[Dataset entries]

- Opening Delimiter -

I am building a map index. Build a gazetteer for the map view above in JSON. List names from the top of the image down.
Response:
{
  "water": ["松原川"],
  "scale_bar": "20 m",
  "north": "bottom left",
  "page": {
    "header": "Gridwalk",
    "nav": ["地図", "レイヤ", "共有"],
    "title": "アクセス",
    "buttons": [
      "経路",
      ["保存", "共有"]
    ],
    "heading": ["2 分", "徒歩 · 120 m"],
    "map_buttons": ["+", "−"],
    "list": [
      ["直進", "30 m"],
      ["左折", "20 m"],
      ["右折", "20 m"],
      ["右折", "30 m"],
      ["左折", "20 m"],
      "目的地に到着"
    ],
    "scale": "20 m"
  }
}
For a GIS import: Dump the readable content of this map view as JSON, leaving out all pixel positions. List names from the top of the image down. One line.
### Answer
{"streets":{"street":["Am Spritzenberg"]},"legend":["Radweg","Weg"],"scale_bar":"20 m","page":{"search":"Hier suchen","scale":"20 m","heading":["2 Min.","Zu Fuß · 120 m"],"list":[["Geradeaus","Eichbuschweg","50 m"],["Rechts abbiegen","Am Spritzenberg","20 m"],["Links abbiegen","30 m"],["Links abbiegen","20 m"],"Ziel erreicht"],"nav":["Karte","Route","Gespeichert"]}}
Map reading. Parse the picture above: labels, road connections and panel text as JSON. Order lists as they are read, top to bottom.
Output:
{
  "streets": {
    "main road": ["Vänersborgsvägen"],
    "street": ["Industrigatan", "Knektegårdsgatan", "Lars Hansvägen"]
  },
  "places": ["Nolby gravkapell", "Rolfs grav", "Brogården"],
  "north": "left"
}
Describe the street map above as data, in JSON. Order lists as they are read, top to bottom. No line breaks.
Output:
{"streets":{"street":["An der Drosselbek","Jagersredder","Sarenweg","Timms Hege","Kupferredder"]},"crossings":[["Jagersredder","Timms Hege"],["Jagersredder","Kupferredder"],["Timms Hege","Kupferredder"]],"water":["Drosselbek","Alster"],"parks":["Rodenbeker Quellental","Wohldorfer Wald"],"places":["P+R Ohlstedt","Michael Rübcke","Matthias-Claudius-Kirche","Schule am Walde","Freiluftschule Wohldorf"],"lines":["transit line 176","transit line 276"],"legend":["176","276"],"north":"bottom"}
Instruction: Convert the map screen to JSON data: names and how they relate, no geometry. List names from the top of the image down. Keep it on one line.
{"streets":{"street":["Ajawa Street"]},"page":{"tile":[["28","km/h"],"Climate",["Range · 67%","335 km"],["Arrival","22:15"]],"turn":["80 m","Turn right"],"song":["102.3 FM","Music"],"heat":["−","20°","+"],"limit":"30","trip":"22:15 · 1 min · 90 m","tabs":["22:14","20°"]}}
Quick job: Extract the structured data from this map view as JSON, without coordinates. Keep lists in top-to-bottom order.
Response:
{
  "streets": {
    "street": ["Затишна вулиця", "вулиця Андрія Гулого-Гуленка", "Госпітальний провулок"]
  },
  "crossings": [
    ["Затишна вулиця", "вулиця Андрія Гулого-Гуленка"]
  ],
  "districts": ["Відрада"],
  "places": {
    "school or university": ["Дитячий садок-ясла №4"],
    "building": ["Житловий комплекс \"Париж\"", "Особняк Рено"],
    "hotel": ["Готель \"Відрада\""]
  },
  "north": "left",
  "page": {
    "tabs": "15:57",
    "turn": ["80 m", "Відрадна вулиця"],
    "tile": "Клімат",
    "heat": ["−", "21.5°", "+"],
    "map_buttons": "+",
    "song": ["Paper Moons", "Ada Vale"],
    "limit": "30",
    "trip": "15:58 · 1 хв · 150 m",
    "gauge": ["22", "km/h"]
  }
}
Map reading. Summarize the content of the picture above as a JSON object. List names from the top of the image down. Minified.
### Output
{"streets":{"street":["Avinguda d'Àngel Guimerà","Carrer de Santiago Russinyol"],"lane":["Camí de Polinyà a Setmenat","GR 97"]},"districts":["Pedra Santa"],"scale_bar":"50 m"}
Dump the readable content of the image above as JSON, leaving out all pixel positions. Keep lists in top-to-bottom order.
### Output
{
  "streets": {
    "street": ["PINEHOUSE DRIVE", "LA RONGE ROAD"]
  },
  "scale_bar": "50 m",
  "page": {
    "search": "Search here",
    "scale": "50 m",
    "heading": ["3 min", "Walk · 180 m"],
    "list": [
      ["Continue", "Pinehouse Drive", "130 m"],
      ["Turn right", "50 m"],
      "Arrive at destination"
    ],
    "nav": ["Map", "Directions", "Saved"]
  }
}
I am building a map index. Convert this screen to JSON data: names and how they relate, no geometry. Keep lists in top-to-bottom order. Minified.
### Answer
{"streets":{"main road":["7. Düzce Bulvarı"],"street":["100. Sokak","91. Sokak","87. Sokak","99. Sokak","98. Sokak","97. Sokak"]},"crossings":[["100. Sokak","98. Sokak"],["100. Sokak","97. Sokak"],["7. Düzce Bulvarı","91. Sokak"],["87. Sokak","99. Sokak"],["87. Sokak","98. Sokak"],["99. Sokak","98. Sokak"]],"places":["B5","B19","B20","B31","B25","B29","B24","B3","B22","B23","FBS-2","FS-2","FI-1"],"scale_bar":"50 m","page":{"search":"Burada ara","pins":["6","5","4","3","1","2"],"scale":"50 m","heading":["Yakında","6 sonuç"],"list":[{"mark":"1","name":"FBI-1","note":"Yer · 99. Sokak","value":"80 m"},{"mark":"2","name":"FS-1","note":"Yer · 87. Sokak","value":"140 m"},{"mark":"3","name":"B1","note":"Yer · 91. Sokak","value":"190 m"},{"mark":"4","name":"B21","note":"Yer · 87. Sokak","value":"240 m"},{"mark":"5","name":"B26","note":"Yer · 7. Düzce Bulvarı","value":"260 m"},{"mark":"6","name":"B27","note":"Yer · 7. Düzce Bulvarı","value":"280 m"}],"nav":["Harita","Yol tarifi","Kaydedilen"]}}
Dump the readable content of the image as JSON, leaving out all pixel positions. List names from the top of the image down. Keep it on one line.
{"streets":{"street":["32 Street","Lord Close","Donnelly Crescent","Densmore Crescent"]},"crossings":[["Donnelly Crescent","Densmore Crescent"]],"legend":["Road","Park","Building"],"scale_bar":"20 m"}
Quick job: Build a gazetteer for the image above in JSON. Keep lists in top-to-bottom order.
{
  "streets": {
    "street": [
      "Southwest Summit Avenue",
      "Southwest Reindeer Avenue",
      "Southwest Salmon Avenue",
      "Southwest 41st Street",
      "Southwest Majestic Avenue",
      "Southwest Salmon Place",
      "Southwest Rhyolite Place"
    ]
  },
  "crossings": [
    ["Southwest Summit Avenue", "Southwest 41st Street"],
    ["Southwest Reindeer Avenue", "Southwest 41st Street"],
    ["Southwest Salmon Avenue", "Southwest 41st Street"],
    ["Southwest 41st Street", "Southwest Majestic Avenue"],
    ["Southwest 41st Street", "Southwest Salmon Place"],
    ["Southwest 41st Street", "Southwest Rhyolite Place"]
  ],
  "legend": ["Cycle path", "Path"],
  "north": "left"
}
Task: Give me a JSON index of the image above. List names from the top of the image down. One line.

- Closing Delimiter -

■ **Work request**: So that nothing is lost, please repeat all of the entries exactly.

■ **Answer to this exercise**:
I am building a map index. Build a gazetteer for the map view above in JSON. List names from the top of the image down.
Response:
{
  "water": ["松原川"],
  "scale_bar": "20 m",
  "north": "bottom left",
  "page": {
    "header": "Gridwalk",
    "nav": ["地図", "レイヤ", "共有"],
    "title": "アクセス",
    "buttons": [
      "経路",
      ["保存", "共有"]
    ],
    "heading": ["2 分", "徒歩 · 120 m"],
    "map_buttons": ["+", "−"],
    "list": [
      ["直進", "30 m"],
      ["左折", "20 m"],
      ["右折", "20 m"],
      ["右折", "30 m"],
      ["左折", "20 m"],
      "目的地に到着"
    ],
    "scale": "20 m"
  }
}
For a GIS import: Dump the readable content of this map view as JSON, leaving out all pixel positions. List names from the top of the image down. One line.
### Answer
{"streets":{"street":["Am Spritzenberg"]},"legend":["Radweg","Weg"],"scale_bar":"20 m","page":{"search":"Hier suchen","scale":"20 m","heading":["2 Min.","Zu Fuß · 120 m"],"list":[["Geradeaus","Eichbuschweg","50 m"],["Rechts abbiegen","Am Spritzenberg","20 m"],["Links abbiegen","30 m"],["Links abbiegen","20 m"],"Ziel erreicht"],"nav":["Karte","Route","Gespeichert"]}}
Map reading. Parse the picture above: labels, road connections and panel text as JSON. Order lists as they are read, top to bottom.
Output:
{
  "streets": {
    "main road": ["Vänersborgsvägen"],
    "street": ["Industrigatan", "Knektegårdsgatan", "Lars Hansvägen"]
  },
  "places": ["Nolby gravkapell", "Rolfs grav", "Brogården"],
  "north": "left"
}
Describe the street map above as data, in JSON. Order lists as they are read, top to bottom. No line breaks.
Output:
{"streets":{"street":["An der Drosselbek","Jagersredder","Sarenweg","Timms Hege","Kupferredder"]},"crossings":[["Jagersredder","Timms Hege"],["Jagersredder","Kupferredder"],["Timms Hege","Kupferredder"]],"water":["Drosselbek","Alster"],"parks":["Rodenbeker Quellental","Wohldorfer Wald"],"places":["P+R Ohlstedt","Michael Rübcke","Matthias-Claudius-Kirche","Schule am Walde","Freiluftschule Wohldorf"],"lines":["transit line 176","transit line 276"],"legend":["176","276"],"north":"bottom"}
Instruction: Convert the map screen to JSON data: names and how they relate, no geometry. List names from the top of the image down. Keep it on one line.
{"streets":{"street":["Ajawa Street"]},"page":{"tile":[["28","km/h"],"Climate",["Range · 67%","335 km"],["Arrival","22:15"]],"turn":["80 m","Turn right"],"song":["102.3 FM","Music"],"heat":["−","20°","+"],"limit":"30","trip":"22:15 · 1 min · 90 m","tabs":["22:14","20°"]}}
Quick job: Extract the structured data from this map view as JSON, without coordinates. Keep lists in top-to-bottom order.
Response:
{
  "streets": {
    "street": ["Затишна вулиця", "вулиця Андрія Гулого-Гуленка", "Госпітальний провулок"]
  },
  "crossings": [
    ["Затишна вулиця", "вулиця Андрія Гулого-Гуленка"]
  ],
  "districts": ["Відрада"],
  "places": {
    "school or university": ["Дитячий садок-ясла №4"],
    "building": ["Житловий комплекс \"Париж\"", "Особняк Рено"],
    "hotel": ["Готель \"Відрада\""]
  },
  "north": "left",
  "page": {
    "tabs": "15:57",
    "turn": ["80 m", "Відрадна вулиця"],
    "tile": "Клімат",
    "heat": ["−", "21.5°", "+"],
    "map_buttons": "+",
    "song": ["Paper Moons", "Ada Vale"],
    "limit": "30",
    "trip": "15:58 · 1 хв · 150 m",
    "gauge": ["22", "km/h"]
  }
}
Map reading. Summarize the content of the picture above as a JSON object. List names from the top of the image down. Minified.
### Output
{"streets":{"street":["Avinguda d'Àngel Guimerà","Carrer de Santiago Russinyol"],"lane":["Camí de Polinyà a Setmenat","GR 97"]},"districts":["Pedra Santa"],"scale_bar":"50 m"}
Dump the readable content of the image above as JSON, leaving out all pixel positions. Keep lists in top-to-bottom order.
### Output
{
  "streets": {
    "street": ["PINEHOUSE DRIVE", "LA RONGE ROAD"]
  },
  "scale_bar": "50 m",
  "page": {
    "search": "Search here",
    "scale": "50 m",
    "heading": ["3 min", "Walk · 180 m"],
    "list": [
      ["Continue", "Pinehouse Drive", "130 m"],
      ["Turn right", "50 m"],
      "Arrive at destination"
    ],
    "nav": ["Map", "Directions", "Saved"]
  }
}
I am building a map index. Convert this screen to JSON data: names and how they relate, no geometry. Keep lists in top-to-bottom order. Minified.
### Answer
{"streets":{"main road":["7. Düzce Bulvarı"],"street":["100. Sokak","91. Sokak","87. Sokak","99. Sokak","98. Sokak","97. Sokak"]},"crossings":[["100. Sokak","98. Sokak"],["100. Sokak","97. Sokak"],["7. Düzce Bulvarı","91. Sokak"],["87. Sokak","99. Sokak"],["87. Sokak","98. Sokak"],["99. Sokak","98. Sokak"]],"places":["B5","B19","B20","B31","B25","B29","B24","B3","B22","B23","FBS-2","FS-2","FI-1"],"scale_bar":"50 m","page":{"search":"Burada ara","pins":["6","5","4","3","1","2"],"scale":"50 m","heading":["Yakında","6 sonuç"],"list":[{"mark":"1","name":"FBI-1","note":"Yer · 99. Sokak","value":"80 m"},{"mark":"2","name":"FS-1","note":"Yer · 87. Sokak","value":"140 m"},{"mark":"3","name":"B1","note":"Yer · 91. Sokak","value":"190 m"},{"mark":"4","name":"B21","note":"Yer · 87. Sokak","value":"240 m"},{"mark":"5","name":"B26","note":"Yer · 7. Düzce Bulvarı","value":"260 m"},{"mark":"6","name":"B27","note":"Yer · 7. Düzce Bulvarı","value":"280 m"}],"nav":["Harita","Yol tarifi","Kaydedilen"]}}
Dump the readable content of the image as JSON, leaving out all pixel positions. List names from the top of the image down. Keep it on one line.
{"streets":{"street":["32 Street","Lord Close","Donnelly Crescent","Densmore Crescent"]},"crossings":[["Donnelly Crescent","Densmore Crescent"]],"legend":["Road","Park","Building"],"scale_bar":"20 m"}
Quick job: Build a gazetteer for the image above in JSON. Keep lists in top-to-bottom order.
{
  "streets": {
    "street": [
      "Southwest Summit Avenue",
      "Southwest Reindeer Avenue",
      "Southwest Salmon Avenue",
      "Southwest 41st Street",
      "Southwest Majestic Avenue",
      "Southwest Salmon Place",
      "Southwest Rhyolite Place"
    ]
  },
  "crossings": [
    ["Southwest Summit Avenue", "Southwest 41st Street"],
    ["Southwest Reindeer Avenue", "Southwest 41st Street"],
    ["Southwest Salmon Avenue", "Southwest 41st Street"],
    ["Southwest 41st Street", "Southwest Majestic Avenue"],
    ["Southwest 41st Street", "Southwest Salmon Place"],
    ["Southwest 41st Street", "Southwest Rhyolite Place"]
  ],
  "legend": ["Cycle path", "Path"],
  "north": "left"
}
Task: Give me a JSON index of the image above. List names from the top of the image down. One line.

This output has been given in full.